• **Work order**
Take the data below and extract the lines from the one with "M5 756V789L3 792 0 790V764Z" to the one with "M9 930 13 925", inclusive, exactly as written.

• **Material for this exercise**
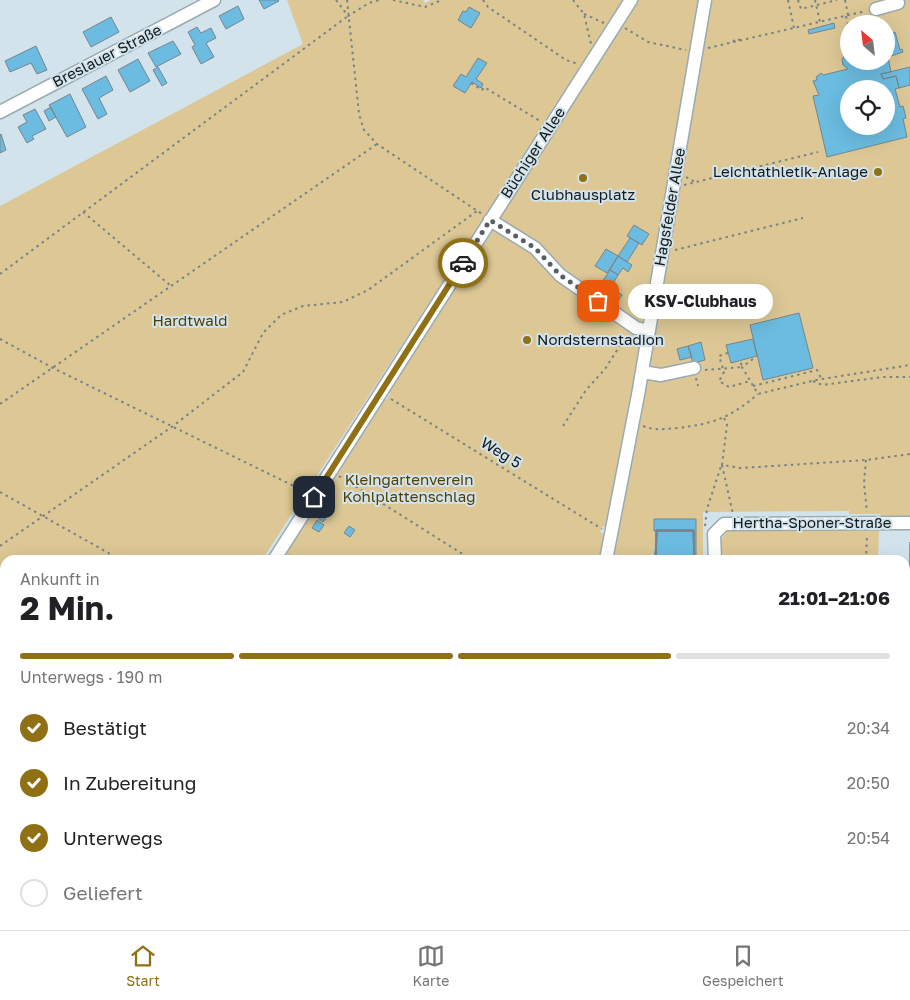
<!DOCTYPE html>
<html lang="de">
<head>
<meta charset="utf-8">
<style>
  :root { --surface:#fff; --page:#f6f6f6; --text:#202124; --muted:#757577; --line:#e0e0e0; --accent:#8f7015 }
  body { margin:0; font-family:"Golos Text",sans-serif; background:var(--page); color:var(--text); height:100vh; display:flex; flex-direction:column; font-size:19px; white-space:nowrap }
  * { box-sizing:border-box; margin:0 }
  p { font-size:16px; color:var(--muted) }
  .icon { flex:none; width:28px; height:28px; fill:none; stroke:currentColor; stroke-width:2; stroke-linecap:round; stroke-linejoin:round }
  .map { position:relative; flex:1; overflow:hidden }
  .drawer { position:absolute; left:0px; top:555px; width:910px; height:375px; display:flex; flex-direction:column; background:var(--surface); border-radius:15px 15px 0 0; box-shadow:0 5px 20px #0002 }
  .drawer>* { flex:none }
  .needle { width:32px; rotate:332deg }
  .controls { position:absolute; left:840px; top:15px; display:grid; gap:10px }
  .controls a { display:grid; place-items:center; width:55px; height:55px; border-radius:50%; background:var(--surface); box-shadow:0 5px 20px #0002; font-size:25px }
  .pin { position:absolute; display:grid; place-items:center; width:42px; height:42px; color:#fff; margin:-21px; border-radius:10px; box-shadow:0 2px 8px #0006 }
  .courier { position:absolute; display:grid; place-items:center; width:50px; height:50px; margin:-25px; border:4px solid #8f7015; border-radius:50%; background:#fff; color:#222; box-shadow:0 1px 6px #0007 }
  .bubble { position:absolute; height:35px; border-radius:18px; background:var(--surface); box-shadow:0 5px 20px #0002; font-size:16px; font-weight:700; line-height:35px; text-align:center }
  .head em { font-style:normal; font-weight:700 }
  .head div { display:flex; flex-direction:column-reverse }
  .head { display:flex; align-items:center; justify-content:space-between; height:85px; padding:0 20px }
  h1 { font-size:32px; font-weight:700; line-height:38px }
  .bar { display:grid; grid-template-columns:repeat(4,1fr); gap:8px 5px; align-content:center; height:60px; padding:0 20px }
  .bar i { height:6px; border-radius:4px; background:var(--line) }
  .bar .active { background:var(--accent) }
  .bar p { grid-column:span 4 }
  ol { padding:0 20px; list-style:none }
  li { display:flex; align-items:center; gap:15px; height:55px }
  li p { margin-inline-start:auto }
  li .icon { padding:5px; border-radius:50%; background:var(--accent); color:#fff; stroke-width:4 }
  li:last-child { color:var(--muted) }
  li i { width:28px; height:28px; border:2px solid var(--line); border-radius:50% }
  .tabs { display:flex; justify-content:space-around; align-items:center; height:70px; border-top:1px solid var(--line); background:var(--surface); font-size:14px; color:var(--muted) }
  .tabs a { display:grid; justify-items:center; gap:2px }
  .tabs .active { color:var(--accent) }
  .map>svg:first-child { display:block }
  .green { fill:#dcc795; fill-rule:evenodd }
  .building { fill:#6bbce0; stroke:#76858d; fill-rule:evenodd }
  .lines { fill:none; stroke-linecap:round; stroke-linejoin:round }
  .minor-casing { stroke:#9aaab2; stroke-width:15 }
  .path { stroke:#778389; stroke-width:2; stroke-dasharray:2.5 4; stroke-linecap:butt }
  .minor { stroke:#fff; stroke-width:12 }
  .done { stroke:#566064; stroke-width:5; stroke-dasharray:0 9 }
  .route { stroke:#8f7015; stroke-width:6 }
  .poi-dot { fill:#8f7015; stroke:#d2e3eb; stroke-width:2 }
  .labels { text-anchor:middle; stroke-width:4; stroke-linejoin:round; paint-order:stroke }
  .street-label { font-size:15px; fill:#13191c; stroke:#d2e3eb }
  .poi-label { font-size:15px; fill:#13191c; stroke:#d2e3eb; text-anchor:end }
  .park-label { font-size:15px; fill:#513e03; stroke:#d2e3eb }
</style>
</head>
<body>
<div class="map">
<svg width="910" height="930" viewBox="0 0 910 930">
  <rect width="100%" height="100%" fill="#d2e3eb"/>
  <path class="green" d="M287 0H423L425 3 431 0H910V517H881L880 514H849V511L703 512V560H696V519H654L657 547H654V560H612L618 533 603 526 600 531 605 537 602 560H281L286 556 288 548 382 400 387 399 390 394 388 390 491 234 494 228 485 217 262 560H5V677L0 685V206L303 44ZM849 24H886V61H849ZM849 89H886V126H849Z
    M849 527V531L879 530 878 560H719C719 547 719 538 730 529Z
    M905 692H910V807L905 804Z
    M905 852H910V905L905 904Z
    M460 925H525L524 928 527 930H460Z
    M549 925H706V930H550Z
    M719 925H899V930H719Z"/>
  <path class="building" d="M259 0H278L279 1 264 9Z
    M238 6 244 19 226 29 219 16Z
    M469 7 480 13 471 28 458 20 463 11 466 12Z
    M111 17 119 32 91 47 83 32Z
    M834 23 835 28 809 34 808 30Z
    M197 27 201 33 211 28 216 38 206 43 214 57 201 64 192 47 195 45 188 32Z
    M895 32 900 50 902 49 903 52 888 57 891 72 881 74 883 79 896 76 899 88 895 89 900 107 903 106 906 118 903 119 907 137 827 157 813 96 819 95 813 81 817 80 816 77 821 73 823 75 848 69 843 65 842 59 847 53 849 47V61H886V34ZM849 89H886V126H849Z
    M173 41 181 54 156 67 148 53Z
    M36 46 47 70 37 74 31 63 10 72 5 61Z
    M478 58 487 63 476 79 483 84 481 88 472 82 465 93 453 86 461 74 466 77Z
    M138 59 150 81 130 92 118 70Z
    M158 67 167 83 162 86 153 70Z
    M910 67V85L899 88 896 76 883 79 881 74Z
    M106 76 113 90 99 98 107 114 98 119 82 89Z
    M70 94 86 127 67 137 49 105Z
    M51 107 56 117 49 121 44 111Z
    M35 109 46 129 32 136 34 139 27 143 18 127 27 122 23 115Z
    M1 134 6 150 0 153V135Z
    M634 225 649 234 642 245 627 236Z
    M630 238 639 243 627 262 618 256Z
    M606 249 618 256 607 273 595 266Z
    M618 256 632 265 628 272 623 268 618 275 610 270Z
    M610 270 618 275 606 295 597 290Z
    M611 288 622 295 617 302 606 295Z
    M799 313 813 368 763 380 750 325Z
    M753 339 757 356 731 363 726 345Z
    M701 342 705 360 693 363 688 346Z
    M688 346 692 357 680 360 677 349Z
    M323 509 329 513 323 522 317 517Z
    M654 519H696V560H654L657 531H654Z
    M317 520 324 525 319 532 312 528Z
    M349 526 355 530 350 537 344 533Z
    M656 530H694V560L693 531H657L656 560Z
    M656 530H694V560L693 531H657L656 560Z
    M656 530H694V560L693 531H657L656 560Z
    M910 542V670H909Z
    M5 677V712L1 717 5 719V741L0 738V685Z
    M5 756V789L3 792 0 790V764Z
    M5 887V924L0 930V921L4 915 0 913V890L2 891Z
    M75 925H115L111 930H72Z
    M331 925H361L369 930H328Z
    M398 925H429L426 930H395Z"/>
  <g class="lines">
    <defs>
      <path id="minor" d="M876 9 898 3
        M0 112 214 0
        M490 220 535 248 560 275 636 328 649 331
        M642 372 661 375 694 368
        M274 560 631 0
        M606 560 638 395 705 0
        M715 560 714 534 724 524 910 523
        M905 807 910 810
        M229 925 237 930
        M715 925 716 930
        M60 930 63 925
        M146 930 149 925
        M310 930 314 925
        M441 930 447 926
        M534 930 535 925"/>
    </defs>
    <use href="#minor" class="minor-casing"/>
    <path class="path" d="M336 0 348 16 369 3 379 0
      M347 0 359 114 364 130 377 144 482 214
      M393 0 425 7 442 0
      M483 0 488 7 566 60 578 64
      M573 0 584 14 591 44
      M788 0 794 28
      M798 0 801 9 837 0
      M815 0 820 22
      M845 0 848 15
      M584 14 604 23
      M846 16 849 28
      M625 28 648 42 686 50
      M733 42 735 39 741 40
      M708 48 866 11
      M471 83 482 90 484 87 540 121
      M686 177 695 182
      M684 185 818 152
      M83 212 171 286
      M675 250 803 218
      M0 274 348 16
      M0 339 53 368 306 492
      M728 353 719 356 724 372 719 381 729 387 750 381
      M753 359 742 367 758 394 816 380 910 365
      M705 370 742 367 740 360
      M696 378 698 386
      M813 381 822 385 883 377H910
      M753 386 817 370 821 378
      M391 399 602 529
      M0 404 377 144
      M724 418 727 425 722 465 741 468 866 460 910 454
      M563 426 586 390 605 369 621 344 630 336
      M643 426C655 431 664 429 677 428 713 424 730 418 758 394
      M866 460 864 483 867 512
      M722 465 733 514
      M339 476 472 560
      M0 492 121 560
      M705 526 707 509 721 466
      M0 546 173 426 243 372 263 333 281 315 303 306 343 302 368 290 477 211
      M289 555 297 560
      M866 560 867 535
      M905 676 908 675
      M0 801 5 804
      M0 837 5 830
      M905 842H910
      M416 925 422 930
      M424 925 427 927 426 930
      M864 925 866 930
      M9 930 13 925
      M38 930 42 925"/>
    <use href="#minor" class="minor"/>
  </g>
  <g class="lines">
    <path class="done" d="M463 263 490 220 535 248 560 275 598 301"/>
    <path class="route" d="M314 497 463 263"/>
  </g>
  <g class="poi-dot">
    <circle cx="878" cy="172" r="5"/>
    <circle cx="583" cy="178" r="5"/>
    <circle cx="527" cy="340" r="5"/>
  </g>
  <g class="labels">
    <g class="street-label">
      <text transform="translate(107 56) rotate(-27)" y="5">Breslauer Straße</text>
      <text transform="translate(533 153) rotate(-57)" y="5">Büchiger Allee</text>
      <text transform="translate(670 207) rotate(-80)" y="5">Hagsfelder Allee</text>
      <text transform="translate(501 453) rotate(32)" y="5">Weg 5</text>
      <text x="812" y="528">Hertha-Sponer-Straße</text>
    </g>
    <g class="poi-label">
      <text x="868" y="177">Leichtathletik-Anlage</text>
      <text x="583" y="200" text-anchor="middle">Clubhausplatz</text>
      <text x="537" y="345" text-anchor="start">Nordsternstadion</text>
    </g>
    <g class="park-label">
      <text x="190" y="326">Hardtwald</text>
      <text x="409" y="485">Kleingartenverein<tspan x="409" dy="17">Kohlplattenschlag</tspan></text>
    </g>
  </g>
</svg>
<div class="controls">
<a><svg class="needle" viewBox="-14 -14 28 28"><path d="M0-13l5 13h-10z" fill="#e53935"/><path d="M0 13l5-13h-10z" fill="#757577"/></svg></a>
<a><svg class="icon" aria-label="locate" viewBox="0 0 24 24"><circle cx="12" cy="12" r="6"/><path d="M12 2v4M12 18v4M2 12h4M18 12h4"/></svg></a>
</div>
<div class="pin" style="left:598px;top:301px;background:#ea580c"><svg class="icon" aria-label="bag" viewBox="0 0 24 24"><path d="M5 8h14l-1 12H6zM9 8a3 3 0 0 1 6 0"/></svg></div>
<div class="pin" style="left:314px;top:497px;background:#1f2937"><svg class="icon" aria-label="home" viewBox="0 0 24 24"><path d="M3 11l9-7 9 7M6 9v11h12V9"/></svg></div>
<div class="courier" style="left:463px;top:263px"><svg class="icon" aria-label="car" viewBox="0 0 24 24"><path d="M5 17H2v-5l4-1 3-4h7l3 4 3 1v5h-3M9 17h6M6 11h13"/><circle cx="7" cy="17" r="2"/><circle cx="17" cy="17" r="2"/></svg></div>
<div class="bubble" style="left:628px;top:284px;width:145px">KSV-Clubhaus</div>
<section class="drawer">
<div class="head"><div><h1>2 Min.</h1><p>Ankunft in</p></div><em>21:01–21:06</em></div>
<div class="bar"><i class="active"></i><i class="active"></i><i class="active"></i><i></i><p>Unterwegs · 190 m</p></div>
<ol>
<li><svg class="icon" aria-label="check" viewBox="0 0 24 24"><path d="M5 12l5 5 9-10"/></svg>Bestätigt<p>20:34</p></li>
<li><svg class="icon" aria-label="check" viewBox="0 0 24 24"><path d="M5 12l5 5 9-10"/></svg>In Zubereitung<p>20:50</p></li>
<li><svg class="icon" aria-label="check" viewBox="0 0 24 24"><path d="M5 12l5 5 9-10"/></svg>Unterwegs<p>20:54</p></li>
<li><i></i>Geliefert</li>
</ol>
</section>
</div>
<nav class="tabs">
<a class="active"><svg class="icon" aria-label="home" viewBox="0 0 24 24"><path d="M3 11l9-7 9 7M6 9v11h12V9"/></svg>Start</a>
<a><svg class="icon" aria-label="map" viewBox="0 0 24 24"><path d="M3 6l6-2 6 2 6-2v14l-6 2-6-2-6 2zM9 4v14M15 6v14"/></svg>Karte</a>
<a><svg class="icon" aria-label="saved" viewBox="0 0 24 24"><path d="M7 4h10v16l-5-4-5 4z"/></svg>Gespeichert</a>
</nav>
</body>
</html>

• **Response to the task**
    M5 756V789L3 792 0 790V764Z
    M5 887V924L0 930V921L4 915 0 913V890L2 891Z
    M75 925H115L111 930H72Z
    M331 925H361L369 930H328Z
    M398 925H429L426 930H395Z"/>
  <g class="lines">
    <defs>
      <path id="minor" d="M876 9 898 3
        M0 112 214 0
        M490 220 535 248 560 275 636 328 649 331
        M642 372 661 375 694 368
        M274 560 631 0
        M606 560 638 395 705 0
        M715 560 714 534 724 524 910 523
        M905 807 910 810
        M229 925 237 930
        M715 925 716 930
        M60 930 63 925
        M146 930 149 925
        M310 930 314 925
        M441 930 447 926
        M534 930 535 925"/>
    </defs>
    <use href="#minor" class="minor-casing"/>
    <path class="path" d="M336 0 348 16 369 3 379 0
      M347 0 359 114 364 130 377 144 482 214
      M393 0 425 7 442 0
      M483 0 488 7 566 60 578 64
      M573 0 584 14 591 44
      M788 0 794 28
      M798 0 801 9 837 0
      M815 0 820 22
      M845 0 848 15
      M584 14 604 23
      M846 16 849 28
      M625 28 648 42 686 50
      M733 42 735 39 741 40
      M708 48 866 11
      M471 83 482 90 484 87 540 121
      M686 177 695 182
      M684 185 818 152
      M83 212 171 286
      M675 250 803 218
      M0 274 348 16
      M0 339 53 368 306 492
      M728 353 719 356 724 372 719 381 729 387 750 381
      M753 359 742 367 758 394 816 380 910 365
      M705 370 742 367 740 360
      M696 378 698 386
      M813 381 822 385 883 377H910
      M753 386 817 370 821 378
      M391 399 602 529
      M0 404 377 144
      M724 418 727 425 722 465 741 468 866 460 910 454
      M563 426 586 390 605 369 621 344 630 336
      M643 426C655 431 664 429 677 428 713 424 730 418 758 394
      M866 460 864 483 867 512
      M722 465 733 514
      M339 476 472 560
      M0 492 121 560
      M705 526 707 509 721 466
      M0 546 173 426 243 372 263 333 281 315 303 306 343 302 368 290 477 211
      M289 555 297 560
      M866 560 867 535
      M905 676 908 675
      M0 801 5 804
      M0 837 5 830
      M905 842H910
      M416 925 422 930
      M424 925 427 927 426 930
      M864 925 866 930
      M9 930 13 925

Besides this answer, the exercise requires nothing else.